La domanda che ci poniamo è: “Come hanno fatto certe persone a diventare insegnanti?”
Il problema è da individuarsi certamente in un sistema di reclutamento profondamente sbagliato a 360 gradi. Non bisogna cadere nell’errore di considerare la causa della diversità professionale degli insegnanti, dovuta alle varie forme concorsuali di accesso al ruolo. Infatti c’è chi pensa ai concorsi a cattedra ordinari come un accesso al ruolo di eccellenza, mentre invece stigmatizza i percorsi abilitanti o i concorsi riservati definendole delle vere e proprie sanatorie, che hanno aperto l’accesso al ruolo “ope legis” a insegnanti scarsamente meritevoli.
Non è affatto così! In Italia non esistono forme di reclutamento meritocratiche, che riescano a fare salire in cattedra i migliori insegnanti. Infatti ci sono ottimi e pessimi docenti che hanno superato un concorso ordinario, ottimi e pessimi docenti che hanno superato un concorso abilitante riservato, ottimi e pessimi docenti che hanno seguito e superato i corsi di specializzazione all’insegnamento. In buona sostanza la bravura e il successo di un insegnante è totalmente indipendente dalla forma di reclutamento con cui ha avuto accesso all’insegnamento.
È un dato di fatto che il reclutamento degli inseganti è totalmente inefficace, tanto che lo stesso ministro Giannini ha dichiarato: “I concorsi, così come sono stati fatti, hanno creato più problemi che soluzioni”.

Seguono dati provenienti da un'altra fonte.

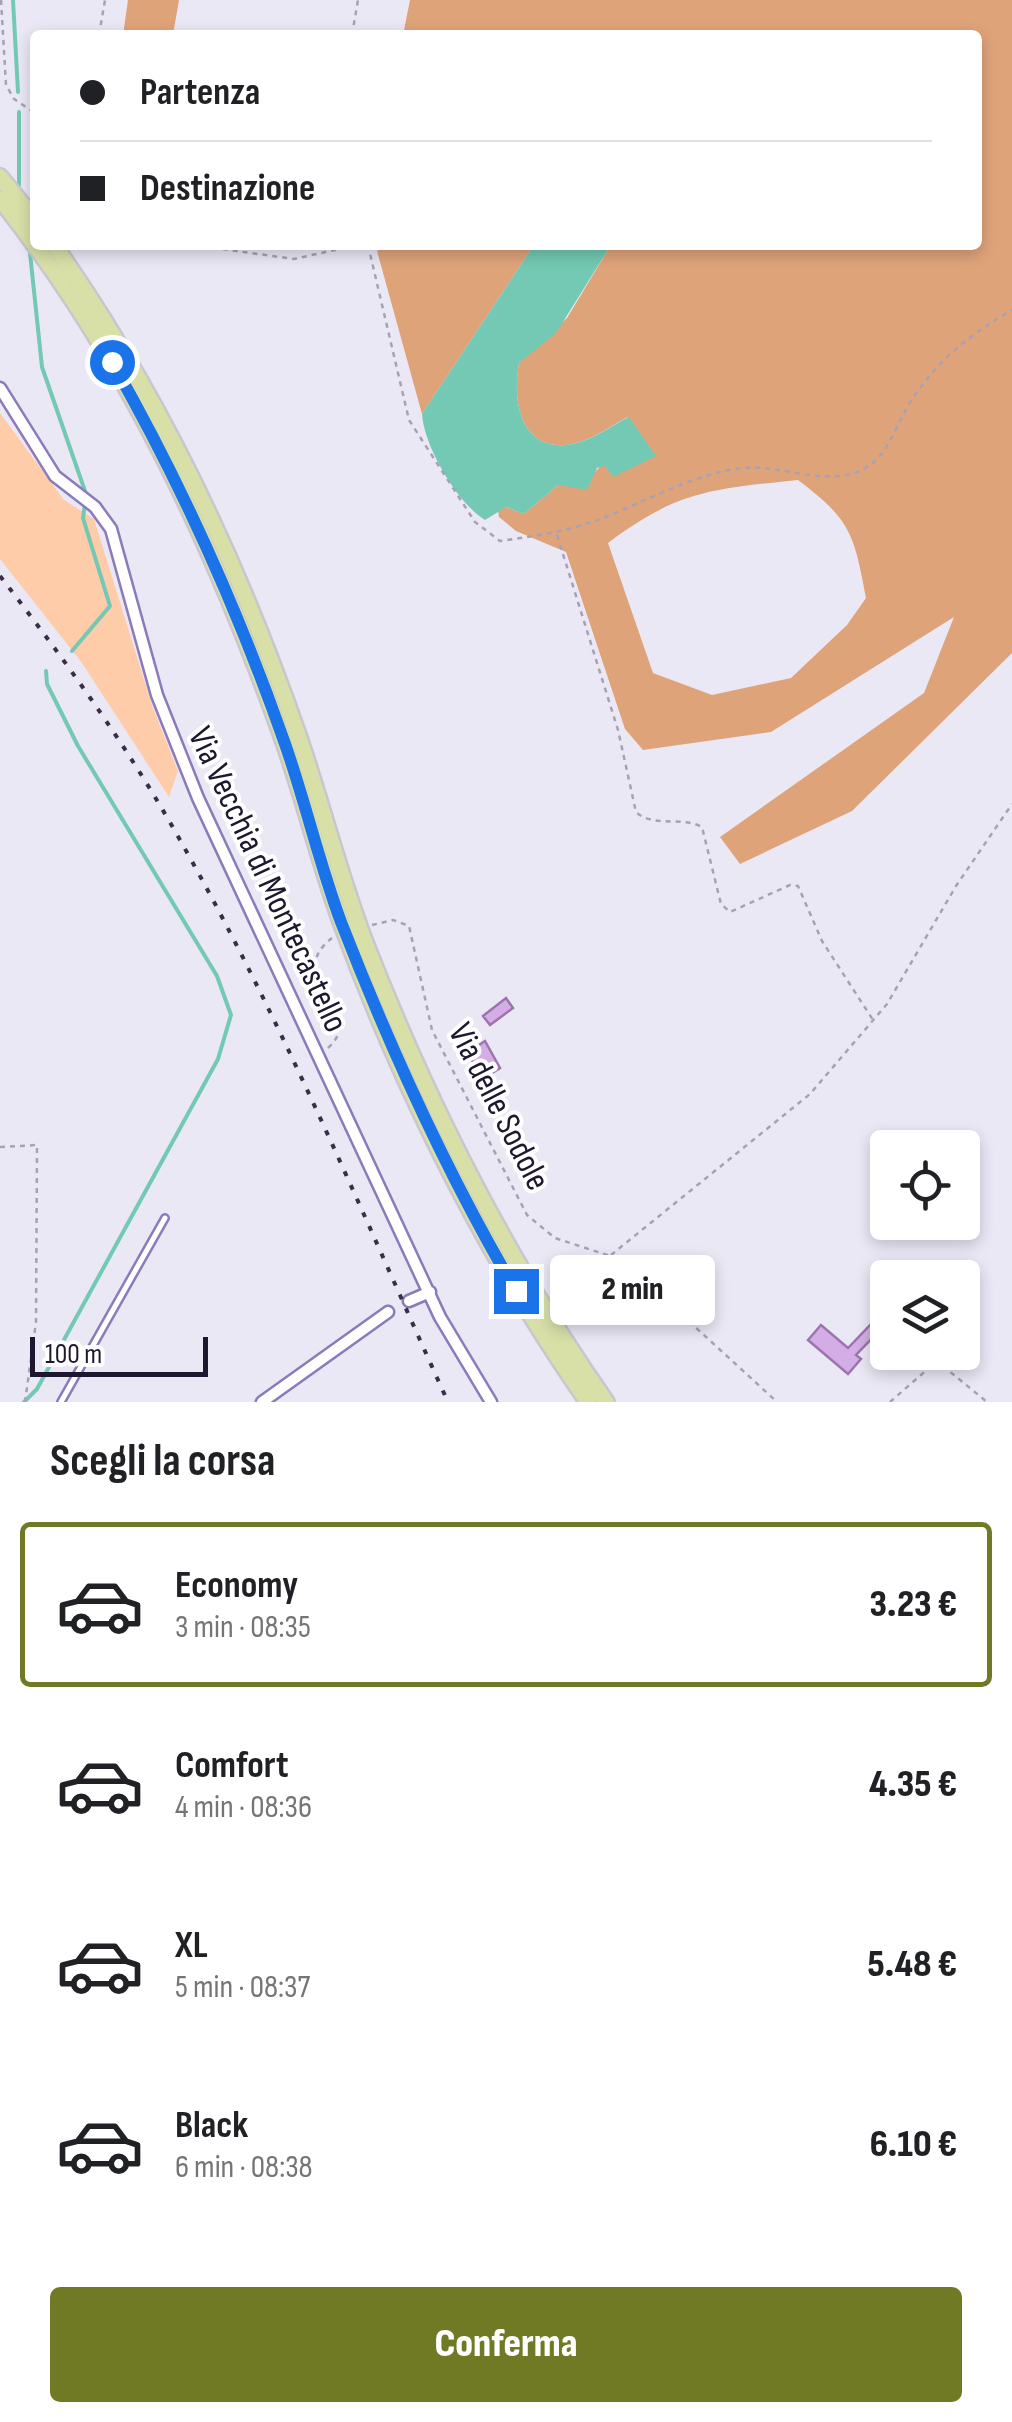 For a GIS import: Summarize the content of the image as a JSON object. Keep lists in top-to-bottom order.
{
  "streets": {
    "street": ["Via Vecchia di Montecastello"],
    "path": ["Via delle Sodole"]
  },
  "scale_bar": "100 m",
  "page": {
    "banner": ["Partenza", "Destinazione"],
    "bubble": "2 min",
    "scale": "100 m",
    "heading": "Scegli la corsa",
    "list": [
      {
        "name": "Economy",
        "note": "3 min · 08:35",
        "value": "3.23 €"
      },
      {
        "name": "Comfort",
        "note": "4 min · 08:36",
        "value": "4.35 €"
      },
      {
        "name": "XL",
        "note": "5 min · 08:37",
        "value": "5.48 €"
      },
      {
        "name": "Black",
        "note": "6 min · 08:38",
        "value": "6.10 €"
      }
    ],
    "buttons": "Conferma"
  }
}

Allora, come cambiare il modello per diventare insegnanti? Ecco arrivare una nuova forma di reclutamento che è fortemente sponsorizzata dall’attuale ministro dell’Istruzione Stefania Giannini. Infatti il responsabile del Miur pensa di semplificare l’attuale forma di reclutamento, basata sui fallimentari concorsoni, lasciando all’autonomia scolastica e al dirigente scolastico di una scuola la possibilità di reclutare insegnanti in base alle reali esigenze della scuola, facendo colloqui mirati, test psicoattitudinali specifici ed esaminando i curricula degli aspiranti insegnanti. Con la stessa autonomia con cui al dirigente scolastico sarà concesso reclutare, sarà anche affidato il giudizio di merito per la valutazione dell’insegnante, da cui dipenderanno gli aumenti stipendiali. Adesso una domanda sorge spontanea? Siamo certi che i concorsi per dirigente scolastico abbiano assegnato alle dirigenze delle nostre scuole i DS più meritevoli, e che questi abbiano un’etica della responsabilità così alta e pura da non cedere all’umana tentazione di favorire gli amici più fedeli? Forse sarebbe opportuno rivalutare il ruolo istituzionale dei comitati di valutazione, conferendogli l’onere di valutare tutto il personale scolastico.